__Exercise description__. Exact reproduction required: the lines below from the line with "ctx.lineJoin = 'round';" to the line with "ctx.font = font", both ends included, and no others.

__Extracted information__.

- - -

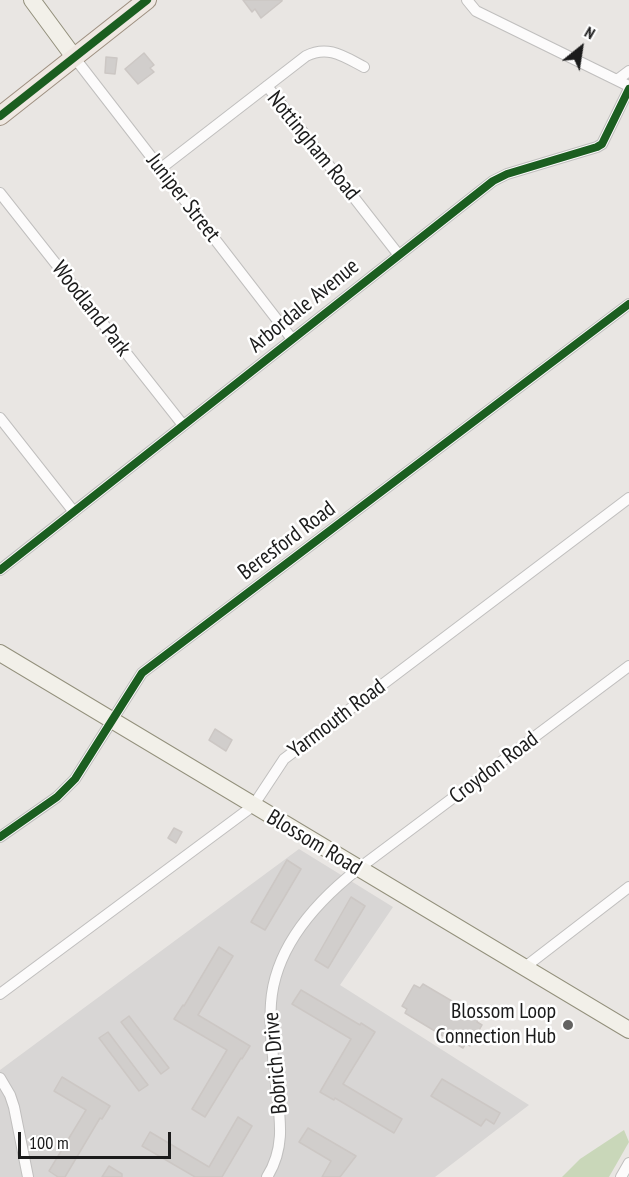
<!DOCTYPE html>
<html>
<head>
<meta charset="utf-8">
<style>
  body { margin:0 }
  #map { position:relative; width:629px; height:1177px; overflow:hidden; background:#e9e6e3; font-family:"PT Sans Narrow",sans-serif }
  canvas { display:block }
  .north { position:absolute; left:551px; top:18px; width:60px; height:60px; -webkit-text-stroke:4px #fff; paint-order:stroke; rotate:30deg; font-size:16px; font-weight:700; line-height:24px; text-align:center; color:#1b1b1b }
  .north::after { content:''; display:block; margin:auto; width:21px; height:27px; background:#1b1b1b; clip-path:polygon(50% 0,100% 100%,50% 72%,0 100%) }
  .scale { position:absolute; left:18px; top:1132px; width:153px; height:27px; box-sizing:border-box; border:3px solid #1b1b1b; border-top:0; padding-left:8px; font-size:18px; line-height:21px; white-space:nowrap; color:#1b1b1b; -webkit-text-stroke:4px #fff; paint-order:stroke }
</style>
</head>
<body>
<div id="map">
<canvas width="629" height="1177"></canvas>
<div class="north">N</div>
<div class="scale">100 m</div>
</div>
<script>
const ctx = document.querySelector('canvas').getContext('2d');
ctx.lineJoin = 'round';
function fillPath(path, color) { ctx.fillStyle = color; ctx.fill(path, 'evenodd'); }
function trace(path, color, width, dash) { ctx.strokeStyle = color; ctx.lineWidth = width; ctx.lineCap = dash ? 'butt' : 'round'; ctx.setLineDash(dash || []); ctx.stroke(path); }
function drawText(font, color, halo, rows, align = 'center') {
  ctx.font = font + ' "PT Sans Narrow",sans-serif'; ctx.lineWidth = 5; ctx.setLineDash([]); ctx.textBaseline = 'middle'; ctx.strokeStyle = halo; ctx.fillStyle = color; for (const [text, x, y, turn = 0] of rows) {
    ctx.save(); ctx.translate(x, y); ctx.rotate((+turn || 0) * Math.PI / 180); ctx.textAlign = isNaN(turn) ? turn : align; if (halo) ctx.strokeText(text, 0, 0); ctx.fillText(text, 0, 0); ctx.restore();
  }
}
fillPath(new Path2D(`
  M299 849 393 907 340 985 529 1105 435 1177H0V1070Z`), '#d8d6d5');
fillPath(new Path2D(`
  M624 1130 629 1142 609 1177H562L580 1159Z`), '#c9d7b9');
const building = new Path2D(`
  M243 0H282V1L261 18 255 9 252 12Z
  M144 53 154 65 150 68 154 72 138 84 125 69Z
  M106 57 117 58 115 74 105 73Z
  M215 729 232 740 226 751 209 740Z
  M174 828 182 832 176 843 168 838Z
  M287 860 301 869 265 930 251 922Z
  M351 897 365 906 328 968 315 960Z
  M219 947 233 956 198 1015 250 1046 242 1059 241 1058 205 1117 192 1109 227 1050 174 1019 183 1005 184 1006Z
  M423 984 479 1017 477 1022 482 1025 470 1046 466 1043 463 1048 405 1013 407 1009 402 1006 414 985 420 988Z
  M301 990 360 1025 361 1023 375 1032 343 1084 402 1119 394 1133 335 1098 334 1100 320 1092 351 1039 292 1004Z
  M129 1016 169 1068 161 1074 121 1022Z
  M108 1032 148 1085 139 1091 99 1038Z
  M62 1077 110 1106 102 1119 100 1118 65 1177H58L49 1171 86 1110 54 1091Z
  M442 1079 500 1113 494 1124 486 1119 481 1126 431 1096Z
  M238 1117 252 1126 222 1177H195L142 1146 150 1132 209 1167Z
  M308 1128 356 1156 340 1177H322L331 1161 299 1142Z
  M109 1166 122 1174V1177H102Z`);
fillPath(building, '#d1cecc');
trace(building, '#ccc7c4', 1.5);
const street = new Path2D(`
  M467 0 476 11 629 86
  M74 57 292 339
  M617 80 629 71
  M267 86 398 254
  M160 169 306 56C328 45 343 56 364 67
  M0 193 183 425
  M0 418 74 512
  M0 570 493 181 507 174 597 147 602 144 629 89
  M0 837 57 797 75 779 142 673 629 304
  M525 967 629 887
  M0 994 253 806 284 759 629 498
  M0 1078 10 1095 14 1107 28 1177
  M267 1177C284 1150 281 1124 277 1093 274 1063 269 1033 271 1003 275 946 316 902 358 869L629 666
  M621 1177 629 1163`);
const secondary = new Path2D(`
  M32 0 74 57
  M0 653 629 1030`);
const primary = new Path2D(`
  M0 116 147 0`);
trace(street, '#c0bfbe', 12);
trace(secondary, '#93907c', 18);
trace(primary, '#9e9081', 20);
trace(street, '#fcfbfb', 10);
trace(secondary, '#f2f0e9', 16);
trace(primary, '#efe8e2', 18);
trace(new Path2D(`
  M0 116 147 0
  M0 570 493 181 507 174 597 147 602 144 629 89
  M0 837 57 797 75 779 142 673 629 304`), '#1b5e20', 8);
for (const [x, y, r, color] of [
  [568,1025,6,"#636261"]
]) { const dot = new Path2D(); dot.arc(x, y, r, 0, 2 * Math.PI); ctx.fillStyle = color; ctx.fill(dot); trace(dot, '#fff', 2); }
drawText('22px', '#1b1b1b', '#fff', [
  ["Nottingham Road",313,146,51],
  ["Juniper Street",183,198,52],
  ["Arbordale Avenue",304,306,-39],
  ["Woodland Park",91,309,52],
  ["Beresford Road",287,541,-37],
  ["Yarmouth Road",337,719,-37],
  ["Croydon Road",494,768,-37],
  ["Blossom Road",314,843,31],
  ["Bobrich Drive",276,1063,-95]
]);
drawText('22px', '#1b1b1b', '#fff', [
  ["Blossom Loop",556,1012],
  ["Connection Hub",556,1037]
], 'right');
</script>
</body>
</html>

- - -

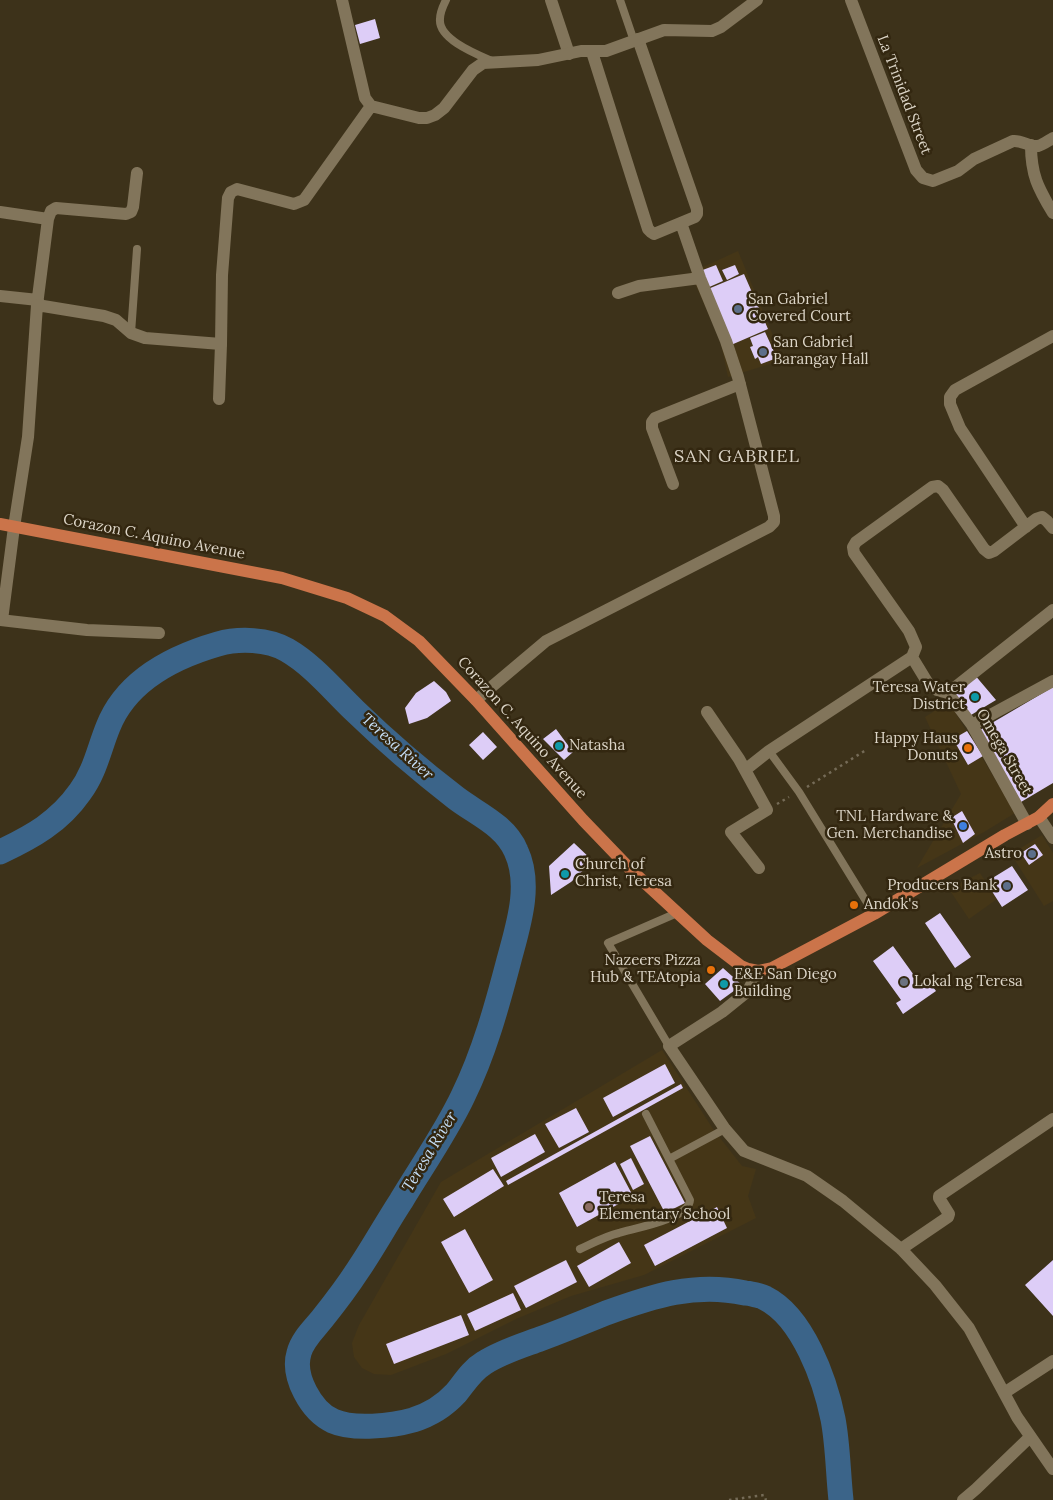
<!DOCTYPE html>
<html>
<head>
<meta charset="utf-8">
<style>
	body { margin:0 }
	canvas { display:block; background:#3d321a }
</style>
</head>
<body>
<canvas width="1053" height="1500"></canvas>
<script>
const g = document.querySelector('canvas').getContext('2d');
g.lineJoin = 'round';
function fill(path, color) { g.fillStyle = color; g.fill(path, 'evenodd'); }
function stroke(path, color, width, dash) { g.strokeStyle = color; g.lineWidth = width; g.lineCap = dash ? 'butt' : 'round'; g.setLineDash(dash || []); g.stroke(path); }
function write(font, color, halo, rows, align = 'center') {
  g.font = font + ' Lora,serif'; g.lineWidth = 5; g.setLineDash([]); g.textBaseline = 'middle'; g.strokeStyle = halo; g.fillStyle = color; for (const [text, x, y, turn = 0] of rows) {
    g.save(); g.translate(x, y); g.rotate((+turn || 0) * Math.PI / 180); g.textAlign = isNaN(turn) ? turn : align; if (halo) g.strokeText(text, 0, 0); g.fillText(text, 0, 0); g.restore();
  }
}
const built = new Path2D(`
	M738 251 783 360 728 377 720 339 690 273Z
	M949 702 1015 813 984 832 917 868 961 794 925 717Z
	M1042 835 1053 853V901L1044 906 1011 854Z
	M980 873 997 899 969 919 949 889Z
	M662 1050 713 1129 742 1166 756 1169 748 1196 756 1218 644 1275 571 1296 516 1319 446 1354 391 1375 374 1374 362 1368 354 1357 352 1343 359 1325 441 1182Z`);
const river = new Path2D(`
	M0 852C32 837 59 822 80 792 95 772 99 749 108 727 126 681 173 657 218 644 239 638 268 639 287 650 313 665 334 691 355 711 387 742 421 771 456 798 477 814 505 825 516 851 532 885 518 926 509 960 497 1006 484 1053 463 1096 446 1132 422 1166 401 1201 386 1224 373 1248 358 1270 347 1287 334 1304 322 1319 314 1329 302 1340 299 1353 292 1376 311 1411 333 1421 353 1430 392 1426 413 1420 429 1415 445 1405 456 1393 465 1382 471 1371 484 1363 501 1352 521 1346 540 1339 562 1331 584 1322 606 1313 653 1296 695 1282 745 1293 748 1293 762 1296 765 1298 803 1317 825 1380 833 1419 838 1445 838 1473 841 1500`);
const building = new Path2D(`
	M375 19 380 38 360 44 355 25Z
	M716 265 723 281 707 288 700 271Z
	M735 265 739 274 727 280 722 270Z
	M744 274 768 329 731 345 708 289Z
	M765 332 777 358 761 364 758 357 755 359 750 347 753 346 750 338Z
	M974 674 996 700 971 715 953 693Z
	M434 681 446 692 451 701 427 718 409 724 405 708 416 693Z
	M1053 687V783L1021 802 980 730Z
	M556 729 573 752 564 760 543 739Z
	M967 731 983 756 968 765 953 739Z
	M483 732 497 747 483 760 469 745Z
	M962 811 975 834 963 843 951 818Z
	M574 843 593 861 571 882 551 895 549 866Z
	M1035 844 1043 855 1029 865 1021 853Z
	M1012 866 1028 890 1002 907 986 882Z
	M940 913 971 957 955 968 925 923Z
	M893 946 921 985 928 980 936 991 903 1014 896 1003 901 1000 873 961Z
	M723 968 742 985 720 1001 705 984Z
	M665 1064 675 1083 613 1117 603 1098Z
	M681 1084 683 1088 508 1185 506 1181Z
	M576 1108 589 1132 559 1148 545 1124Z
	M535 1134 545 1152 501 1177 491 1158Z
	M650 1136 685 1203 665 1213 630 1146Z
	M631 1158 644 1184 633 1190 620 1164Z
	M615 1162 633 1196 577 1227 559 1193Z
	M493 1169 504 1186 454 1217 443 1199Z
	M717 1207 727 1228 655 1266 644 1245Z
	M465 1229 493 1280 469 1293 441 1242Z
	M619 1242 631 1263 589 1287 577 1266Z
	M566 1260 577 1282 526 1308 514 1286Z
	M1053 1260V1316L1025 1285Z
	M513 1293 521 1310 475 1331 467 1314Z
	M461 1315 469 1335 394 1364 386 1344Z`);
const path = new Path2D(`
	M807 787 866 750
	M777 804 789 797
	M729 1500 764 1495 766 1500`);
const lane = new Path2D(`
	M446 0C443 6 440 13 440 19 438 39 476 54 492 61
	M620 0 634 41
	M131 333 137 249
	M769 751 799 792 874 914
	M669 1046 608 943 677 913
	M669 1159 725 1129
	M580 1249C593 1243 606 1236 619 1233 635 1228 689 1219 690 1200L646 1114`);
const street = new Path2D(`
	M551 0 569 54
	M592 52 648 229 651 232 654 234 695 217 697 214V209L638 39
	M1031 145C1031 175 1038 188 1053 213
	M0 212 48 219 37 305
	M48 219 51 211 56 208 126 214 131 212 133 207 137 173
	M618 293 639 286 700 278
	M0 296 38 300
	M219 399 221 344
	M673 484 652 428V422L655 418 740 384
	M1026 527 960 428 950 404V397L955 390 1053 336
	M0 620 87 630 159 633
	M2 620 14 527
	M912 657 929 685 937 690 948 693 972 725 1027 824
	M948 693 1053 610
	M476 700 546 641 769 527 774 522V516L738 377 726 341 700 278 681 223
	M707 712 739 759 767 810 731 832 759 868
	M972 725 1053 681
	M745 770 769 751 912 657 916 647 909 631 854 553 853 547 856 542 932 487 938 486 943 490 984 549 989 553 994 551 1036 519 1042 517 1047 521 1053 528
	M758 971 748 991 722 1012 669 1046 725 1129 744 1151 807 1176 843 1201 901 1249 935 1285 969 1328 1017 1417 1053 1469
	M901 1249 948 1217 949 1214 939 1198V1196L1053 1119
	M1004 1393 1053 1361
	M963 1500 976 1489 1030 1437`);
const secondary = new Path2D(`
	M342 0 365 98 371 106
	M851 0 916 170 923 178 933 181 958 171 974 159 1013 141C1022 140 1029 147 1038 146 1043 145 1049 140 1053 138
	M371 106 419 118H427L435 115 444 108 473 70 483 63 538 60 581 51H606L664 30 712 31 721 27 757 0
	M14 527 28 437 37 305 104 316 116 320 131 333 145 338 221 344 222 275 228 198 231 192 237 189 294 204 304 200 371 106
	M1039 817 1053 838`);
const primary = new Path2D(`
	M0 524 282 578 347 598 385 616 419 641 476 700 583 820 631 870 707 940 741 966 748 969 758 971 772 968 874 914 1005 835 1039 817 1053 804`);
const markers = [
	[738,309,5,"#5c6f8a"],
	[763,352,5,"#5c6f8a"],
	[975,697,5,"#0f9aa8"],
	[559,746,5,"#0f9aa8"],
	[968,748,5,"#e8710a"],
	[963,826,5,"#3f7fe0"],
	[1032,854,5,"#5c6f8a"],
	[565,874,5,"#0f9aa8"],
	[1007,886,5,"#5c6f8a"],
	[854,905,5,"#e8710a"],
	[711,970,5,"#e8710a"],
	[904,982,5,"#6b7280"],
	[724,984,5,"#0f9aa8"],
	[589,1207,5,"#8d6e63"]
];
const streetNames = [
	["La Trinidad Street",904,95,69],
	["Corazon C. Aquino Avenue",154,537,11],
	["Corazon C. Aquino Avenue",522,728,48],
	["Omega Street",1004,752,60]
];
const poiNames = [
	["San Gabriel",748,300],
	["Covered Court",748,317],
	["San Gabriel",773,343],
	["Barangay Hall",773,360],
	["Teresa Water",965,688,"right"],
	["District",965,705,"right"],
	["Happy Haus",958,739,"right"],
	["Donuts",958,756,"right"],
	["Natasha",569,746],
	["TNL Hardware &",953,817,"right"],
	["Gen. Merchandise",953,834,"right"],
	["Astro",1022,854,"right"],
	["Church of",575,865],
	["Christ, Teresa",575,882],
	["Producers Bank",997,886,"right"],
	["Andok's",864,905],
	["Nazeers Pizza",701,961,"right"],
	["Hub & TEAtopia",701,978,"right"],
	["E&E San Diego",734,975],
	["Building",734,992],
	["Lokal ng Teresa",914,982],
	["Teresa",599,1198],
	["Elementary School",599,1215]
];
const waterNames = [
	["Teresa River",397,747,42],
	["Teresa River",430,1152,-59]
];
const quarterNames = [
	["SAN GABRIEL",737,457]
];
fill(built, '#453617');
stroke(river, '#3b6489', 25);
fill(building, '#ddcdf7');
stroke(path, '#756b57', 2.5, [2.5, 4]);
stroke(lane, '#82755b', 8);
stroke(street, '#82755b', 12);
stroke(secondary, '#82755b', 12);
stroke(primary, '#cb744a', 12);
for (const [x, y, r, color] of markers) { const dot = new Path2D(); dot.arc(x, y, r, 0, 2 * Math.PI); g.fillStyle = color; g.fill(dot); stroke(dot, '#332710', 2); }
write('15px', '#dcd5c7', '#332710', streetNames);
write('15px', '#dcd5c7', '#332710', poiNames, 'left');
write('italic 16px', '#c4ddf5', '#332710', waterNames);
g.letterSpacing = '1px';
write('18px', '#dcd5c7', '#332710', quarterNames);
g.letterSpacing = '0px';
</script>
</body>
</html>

- - -

__Answer box__.
ctx.lineJoin = 'round';
function fillPath(path, color) { ctx.fillStyle = color; ctx.fill(path, 'evenodd'); }
function trace(path, color, width, dash) { ctx.strokeStyle = color; ctx.lineWidth = width; ctx.lineCap = dash ? 'butt' : 'round'; ctx.setLineDash(dash || []); ctx.stroke(path); }
function drawText(font, color, halo, rows, align = 'center') {
  ctx.font = font + ' "PT Sans Narrow",sans-serif'; ctx.lineWidth = 5; ctx.setLineDash([]); ctx.textBaseline = 'middle'; ctx.strokeStyle = halo; ctx.fillStyle = color; for (const [text, x, y, turn = 0] of rows) {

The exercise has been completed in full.